Je n’imagine pas un homme ayant parcouru la Grèce et ne poussant point jusqu’en Turquie. Il est toujours déplaisant de s’éterniser aux haltes ou de revenir sur ses pas ; mais ici ce serait de plus souffrir des mirages de Tantale.

La Grèce n’a fait qu’entrouvrir un voile discret sur l’Orient, on veut arracher le rideau.

Et c’est si simple : trois fois par semaine, un bateau quitte le Pirée, se rendant à Constantinople — c’est l’affaire de trente-six heures et de vingt-cinq drachmes.

Dès que j’eus les vingt-cinq drachmes, je disposai des trente-six heures.

À l’entrée du Bosphore, la capitale s’étend immense sur l’Europe et l’Asie, Constantinople fait de trois villes ; sur la côte d’Asie, Scutari ; sur la côte d’Europe, Galata et Péra aux palais modernes, et la ville origine : Stamboul.

Stamboul ! le navire glisse sur la mer calme qui baigne caressante les jardins des sultanes. C’est la pointe du Sérail. Les cactus et les sycomores s’agitent doucement comme de grands éventails et, dans cet efféminement aux sensualités mystérieuses, les minarets se dressent comme des appels mâles.

On contourne la Pointe du Sérail, un bateau-pilote sert de guide parmi des steamers, des voiliers et l’affluence des caïques. Le sifflet de la machine, sans interruption, vocalise ses signaux haletants et le navire stoppe enfin devant le pont qui relie Stamboul à Galata, pont mobile sur la Corne-d’Or.

Galata, c’est la cité remuante, les bureaux des expéditeurs, les hôtels pour passagers pauvres, les cabarets à matelots, les rues boueuses aux larges flaques qu’il faut sauter.

C’est le quartier des abattoirs où l’on égorge selon le rite musulman : il y a du prêtre et du boucher. D’un geste de son inoffensive épée l’officiant fait un simulacre, les aides, au moyen de cordes, jettent le bœuf à terre, maintenant sa tête à la renverse, la prompte lame d’un coutelas coupe l’artère à la gorge, le sang gicle et avant même que la bête soit morte, on l’écorche, on la dépèce ; une autre vient chancelante, tirée, poussée par les hommes au tablier de cuir tacheté de rouge, la bête trébuche et c’est sur les gigotements des égorgées qu’on écorche ; l’officiant renouvelle son geste : il y a du prêtre et du boucher.

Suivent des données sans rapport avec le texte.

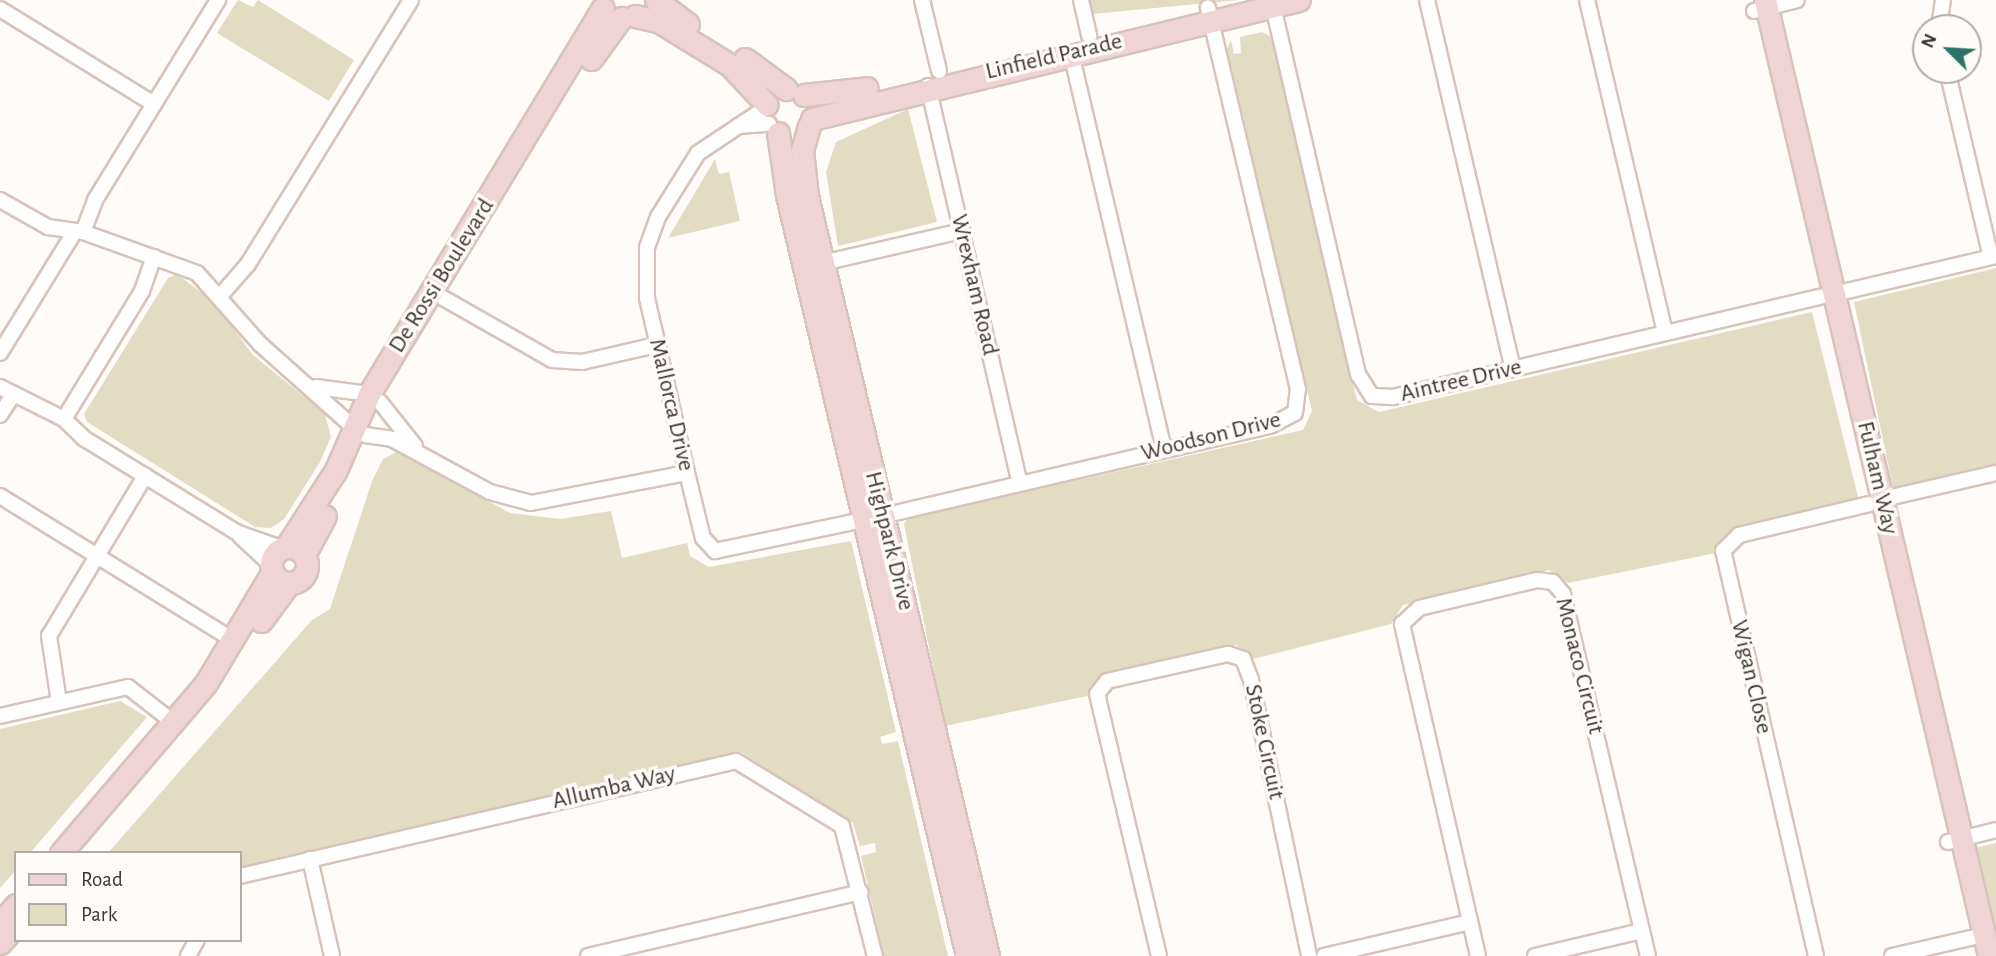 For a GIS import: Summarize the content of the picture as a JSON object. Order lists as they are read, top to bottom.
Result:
{
  "streets": {
    "street": [
      "Linfield Parade",
      "De Rossi Boulevard",
      "Wrexham Road",
      "Aintree Drive",
      "Mallorca Drive",
      "Woodson Drive",
      "Fulham Way",
      "Highpark Drive",
      "Monaco Circuit",
      "Wigan Close",
      "Stoke Circuit",
      "Allumba Way"
    ]
  },
  "crossings": [
    ["Linfield Parade", "Wrexham Road"],
    ["Linfield Parade", "Aintree Drive"],
    ["Linfield Parade", "Mallorca Drive"],
    ["Linfield Parade", "Woodson Drive"],
    ["Linfield Parade", "Highpark Drive"],
    ["Wrexham Road", "Woodson Drive"],
    ["Aintree Drive", "Fulham Way"],
    ["Mallorca Drive", "Woodson Drive"],
    ["Mallorca Drive", "Highpark Drive"],
    ["Woodson Drive", "Highpark Drive"],
    ["Fulham Way", "Wigan Close"]
  ],
  "legend": ["Road", "Park"],
  "north": "top left"
}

Galata, c’est le quartier brutal où les chiens errants sont plus maigres.

Presque chaque carrefour a sa meute attitrée qui jamais n’incursionne dans une rue voisine.

Mais la nuit on entend les longs aboiements aux avant-postes, aux confins de Péra, le quartier riche sur la hauteur. Les mal-nourris de Galata hurlent-ils contre d’autres chiens surabondamment pourvus de reliefs au seuil des luxueuses maisons ?

Un vendredi matin, après m’être un peu ennuyé devant la banalité des magasins de Péra, je me trouvais près du palais du Sultan.

C’était le jour, et comme, midi sonnait, c’était le moment du Selamleck. Le chef des Croyants allait se rendre à la mosquée, se laissant entrevoir un moment derrière la haie de ses soldats.

Le palais n’est qu’à cent mètres de la mosquée Hamidié. À la tourelle, en haut du minaret, un muezzin, les bras levés, appelait à la prière.

Abdul-Hamid paraît dans sa voiture demi-découverte. Le sultan est vêtu d’une redingote noire, sans décoration, sans insigne, coiffé du fez, contrastant de simplicité voulue avec les pachas aux costumes chamarrés qui forment un cortège scintillant de brocart et d’or.

Trois grands cris prolongés et plaintifs saluent Sa Toute-Puissance.

Mais déjà Abdul-Hamid est descendu de voiture. Il gravit les trois marches de la mosquée…

Les dévotions finies, le sultan reparaît ; maintenant il tient lui-même les rênes des deux chevaux blancs qui piaffent et, vers le palais, s’élancent au grand trot. La foule des officiers d’ordonnance, des pachas obèses, s’essouffle à courir dans l’embarrassement des épées, dans le scintillement des ferblanteries ; tous les uniformes brillants se coudoient, se bousculent et se distancent obséquieusement à la suite du monsieur en redingote… et cela semble une farce d’un empereur plébéien.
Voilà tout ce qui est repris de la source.